A number of taxpayers are currently considering whether or not to disclose to HMRC that they have a swiss bank account.
HMRC has a considerable amount of information about these accounts and word is spreading that there are a number of people already under enquiry for having failed to disclose an account.
Whilst HMRC are of course seeking to tax the interest which has been credited to these accounts, of far greater interest to them is where the funds which have been deposited in the account came from in the first place and was it from a taxable source?
A legitimate,and cost effective route to take in disclosing a swiss account is to open an account in Lichtenstein and then make a disclosure using the Liechtenstein Disclosure Facility(LDF).
The LDF has now been extended to 6 April 2016, it requires a disclosure covering the period from 1999 onwards rather than 20 years,and carries a reduced penalty of only 10%,which is considerably less than most tax inspectors would charge if HMRC launched an enquiry outside of LDF.

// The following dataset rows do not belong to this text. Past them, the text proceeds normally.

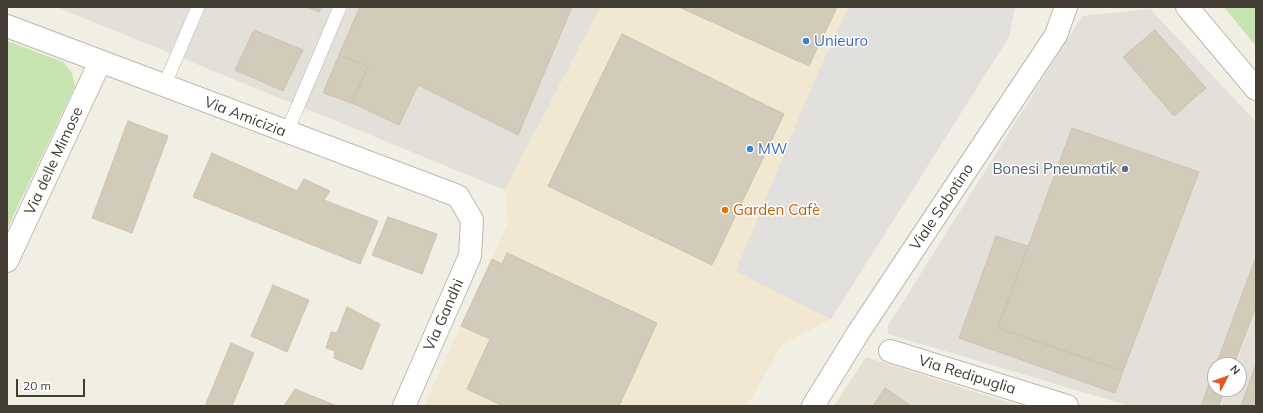 <!DOCTYPE html>
<html>
<head>
<meta charset="utf-8">
<style>
  body { margin:0 }
  #map { position:relative; width:1263px; height:413px; overflow:hidden; background:#f1eee4; font-family:Mulish,sans-serif }
  canvas { display:block }
  .frame { position:absolute; inset:0; border:8px solid #423e34; pointer-events:none }
  .north { position:absolute; left:1207px; top:357px; width:40px; height:40px; box-sizing:border-box; background:#fff; border:1px solid #b3b2ae; border-radius:50%; rotate:49deg; font-size:11px; font-weight:700; line-height:16px; text-align:center; color:#423e34 }
  .north::after { content:''; display:block; margin:auto; width:14px; height:18px; background:#ec5120; clip-path:polygon(50% 0,100% 100%,50% 72%,0 100%) }
  .scale { position:absolute; left:16px; top:379px; width:69px; height:18px; box-sizing:border-box; border:2px solid #423e34; border-top:0; padding-left:5px; font-size:12px; line-height:14px; white-space:nowrap; color:#423e34; -webkit-text-stroke:3px #fff; paint-order:stroke }
</style>
</head>
<body>
<div id="map">
<canvas width="1263" height="413"></canvas>
<div class="frame"></div>
<div class="north">N</div>
<div class="scale">20 m</div>
</div>
<script>
const ctx = document.querySelector('canvas').getContext('2d');
ctx.lineJoin = 'round';
function paint(path, color) { ctx.fillStyle = color; ctx.fill(path, 'evenodd'); }
const poly = rows => new Path2D(rows.map(r => 'M' + r).join(''));
function stroke(path, color, width, dash) { ctx.strokeStyle = color; ctx.lineWidth = width; ctx.lineCap = dash ? 'butt' : 'round'; ctx.setLineDash(dash || []); ctx.stroke(path); }
function label(font, color, halo, rows, align = 'center') {
  ctx.font = font + ' Mulish,sans-serif'; ctx.lineWidth = 3; ctx.setLineDash([]); ctx.textBaseline = 'middle'; ctx.strokeStyle = halo; ctx.fillStyle = color; for (const [text, x, y, turn = 0] of rows) {
    ctx.save(); ctx.translate(x, y); ctx.rotate((+turn || 0) * Math.PI / 180); ctx.textAlign = isNaN(turn) ? turn : align; if (halo) ctx.strokeText(text, 0, 0); ctx.fillText(text, 0, 0); ctx.restore();
  }
}
paint(poly([
  [866,357,1019,406,834,406]
]), '#e4e0d2');
paint(poly([
  [600,7,1015,7,1009,37,831,319,782,344,747,406,424,406,508,224,505,190]
]), '#f2e7d0');
paint(poly([
  [57,7,600,7,505,190],
  [1150,9,1256,122,1256,307,1234,365,1215,365,1215,389,1226,389,1219,406,1130,406,888,334,888,326,1082,16],
  [1256,310,1256,406,1221,406,1227,389,1239,389,1239,365,1236,365]
]), '#e3dfd9');
paint(poly([
  [1224,7,1256,7,1256,46],
  [7,41,63,62,72,73,75,86,7,229]
]), '#c7e3af');
paint(poly([
  [849,7,1015,7,1009,37,831,319,736,271,815,79]
]), '#e2e0dc');
const building = poly([
  [306,7,321,7,319,12,306,7],
  [360,7,572,7,518,135,418,85,399,125,352,103,368,66,339,55,360,7],
  [679,7,837,7,809,66,679,7],
  [254,30,303,50,283,91,235,70,254,30],
  [1155,30,1206,88,1174,116,1123,57,1155,30],
  [622,34,784,114,712,265,548,186,622,34],
  [339,55,368,66,352,103,323,93,339,55],
  [128,121,168,136,132,233,92,218,128,121],
  [1072,128,1199,172,1123,371,998,328,1072,128],
  [212,153,297,191,304,179,330,191,324,200,378,221,360,264,193,197,212,153],
  [388,217,437,234,422,274,372,255,388,217],
  [996,236,1028,246,998,328,1123,371,1115,393,959,338,996,236],
  [507,253,657,323,619,406,503,406,467,389,490,339,461,326,492,259,502,264,507,253],
  [1256,257,1256,307,1234,365,1216,365,1256,257],
  [273,285,309,300,287,352,251,336,273,285],
  [347,307,380,324,362,370,334,358,335,351,326,348,331,332,337,333,347,307],
  [231,343,254,353,232,406,205,406,231,343],
  [1256,364,1256,406,1241,406,1256,364],
  [1215,368,1215,389,1226,389,1219,406,1201,406,1215,368],
  [885,388,911,406,873,406,885,388],
  [295,389,337,406,284,406,295,389]
]);
paint(building, '#d2cbba');
stroke(building, '#ccc3ae', 1);
const service = poly([
  [164,86,198,7],
  [287,132,340,7]
]);
const minor = poly([
  [1187,7,1256,89],
  [7,26,458,196,472,220,470,256,404,406],
  [7,261,100,62],
  [890,351,1067,406]
]);
const tertiary = poly([
  [813,406,858,333,1056,35,1066,7]
]);
stroke(service, '#beb9aa', 14);
stroke(minor, '#beb9aa', 24);
stroke(tertiary, '#beb9aa', 24);
stroke(service, '#fff', 13);
stroke(minor, '#fff', 22);
stroke(tertiary, '#fff', 22);
for (const [x, y, r, color] of [
  [806,41,4,"#3f7fe0"],
  [750,149,4,"#3f7fe0"],
  [1125,169,4,"#5c6f8a"],
  [725,210,4,"#e8710a"]
]) { const dot = new Path2D(); dot.arc(x, y, r, 0, 2 * Math.PI); ctx.fillStyle = color; ctx.fill(dot); stroke(dot, '#fff', 1.5); }
label('15px', '#366cbe', '#fff', [
  ["Unieuro",814,41],
  ["MW",758,149]
], 'left');
label('15px', '#423e34', '#fff', [
  ["Via Amicizia",245,117,21],
  ["Via delle Mimose",54,161,-65],
  ["Viale Sabotino",942,207,-56],
  ["Via Gandhi",444,315,-66],
  ["Via Redipuglia",967,375,17]
]);
label('15px', '#4e5e75', '#fff', [
  ["Bonesi Pneumatik",1117,169]
], 'right');
label('15px', '#c56008', '#fff', [
  ["Garden Cafè",733,210]
], 'left');
</script>
</body>
</html>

A Lichtenstein bank account is simple to open. We can arrange this on the same day as receiving the instruction together with the usual money laundering information. HMRC confirms that this is acceptable under most circumstances. The added advantage of following this route is that in most cases HMRC will accept the disclosure without raising further enquiries. This keeps professional fees under control and brings a swift end to the stress suffered by the client.